- Night Raven, cover of Night Raven the Collected Stories, by David Lloyd

Publication information
- Publisher: Marvel Comics
- First appearance: Hulk Comic #1 (March 7, 1979)
- Created by: Dez Skinn (writer) Richard Burton (editor) David Lloyd (artist)

In-story information
- Abilities: Immortal vigilante

= Night Raven =

Night Raven is a fictional superhero appearing in American comic books published by Marvel Comics. The character appears primarily in Marvel UK Comics, a division of Marvel Comics.
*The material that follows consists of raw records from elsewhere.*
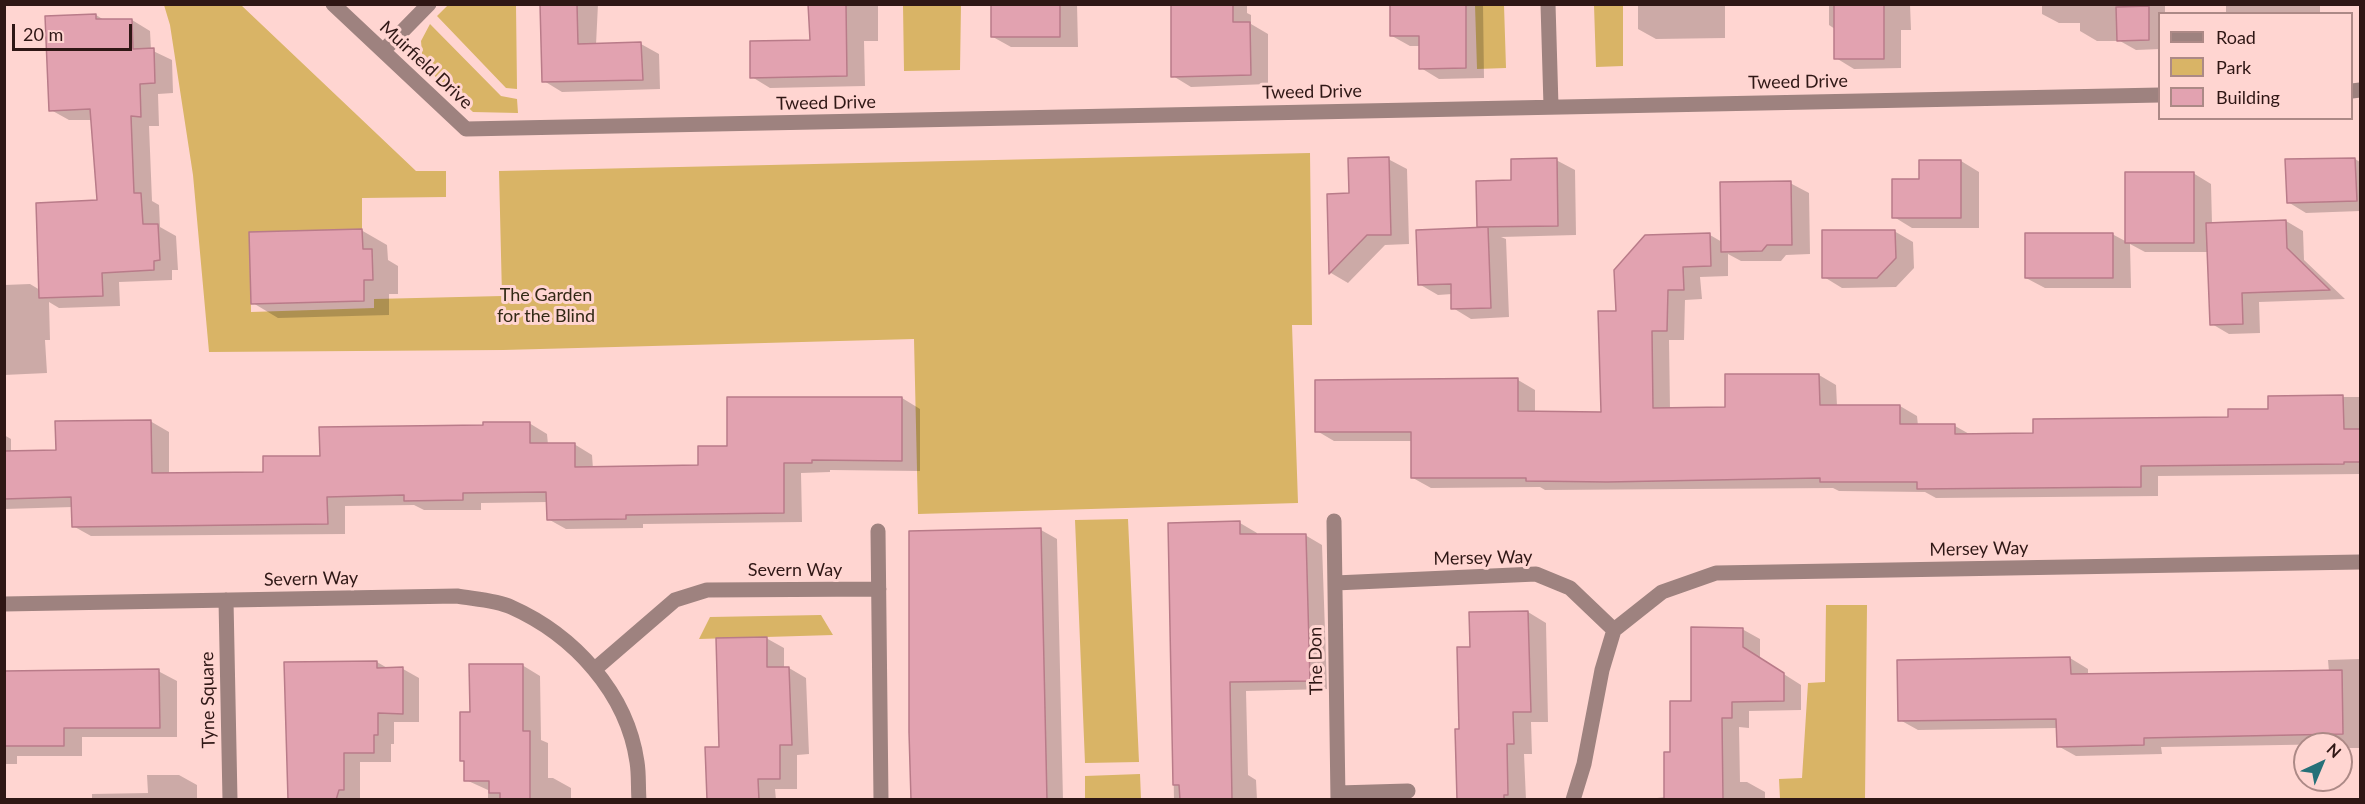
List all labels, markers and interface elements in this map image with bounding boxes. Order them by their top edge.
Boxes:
scale bar [15,12,135,50]
legend [2158,12,2353,120]
street label: Muirfield Drive [375,16,477,114]
text: 20 m [23,23,63,45]
text: Road [2216,26,2256,48]
text: Park [2216,56,2251,78]
street label: Tweed Drive [1748,70,1848,94]
street label: Tweed Drive [1262,80,1362,104]
text: Building [2216,86,2280,108]
street label: Tweed Drive [776,91,876,115]
park label: The Garden for the Blind [497,284,595,326]
street label: Mersey Way [1929,537,2029,561]
street label: Mersey Way [1433,546,1533,570]
street label: Severn Way [748,559,842,581]
street label: Severn Way [264,567,358,591]
street label: The Don [1305,627,1327,695]
street label: Tyne Square [196,651,220,749]
north arrow [2293,732,2353,792]
text: N [2323,739,2345,761]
Night Raven first appeared in Hulk Comic #1 (March 7, 1979).

==Creation==
Creator Dez Skinn spoke on the creation of the character stating, "Chicago has gangsters of every hue and I felt wouldn't it be great to relive the pulps of the American 1930s where you had The Spider, The Shadow, characters who, in a pre-comics world, would beat the crap out of the bad guys, so at the end of the 1970s brought back the pre-comics era of the early 1930s with a character called Night Raven, he had a brand on his hand, and he would brand people on the forehead if they were bad guys...then he would leave them a little note...that would say "WHERE BROODING DARKNESS SPREADS ITS EVIL WINGS THE NIGHT RAVEN STINGS !", because I thought that sounded a bit classical, its stolen from Milton from L'Allegro, but it doesn't matter and it sounds good...but what was interesting the artist I chose to draw Night Raven, a guy called David Lloyd, came up with this really good sort of classical shaped chest emblem, because after all comics characters have to have chest emblems and it was a symbolic looking raven which was basically a V-shape in a circle"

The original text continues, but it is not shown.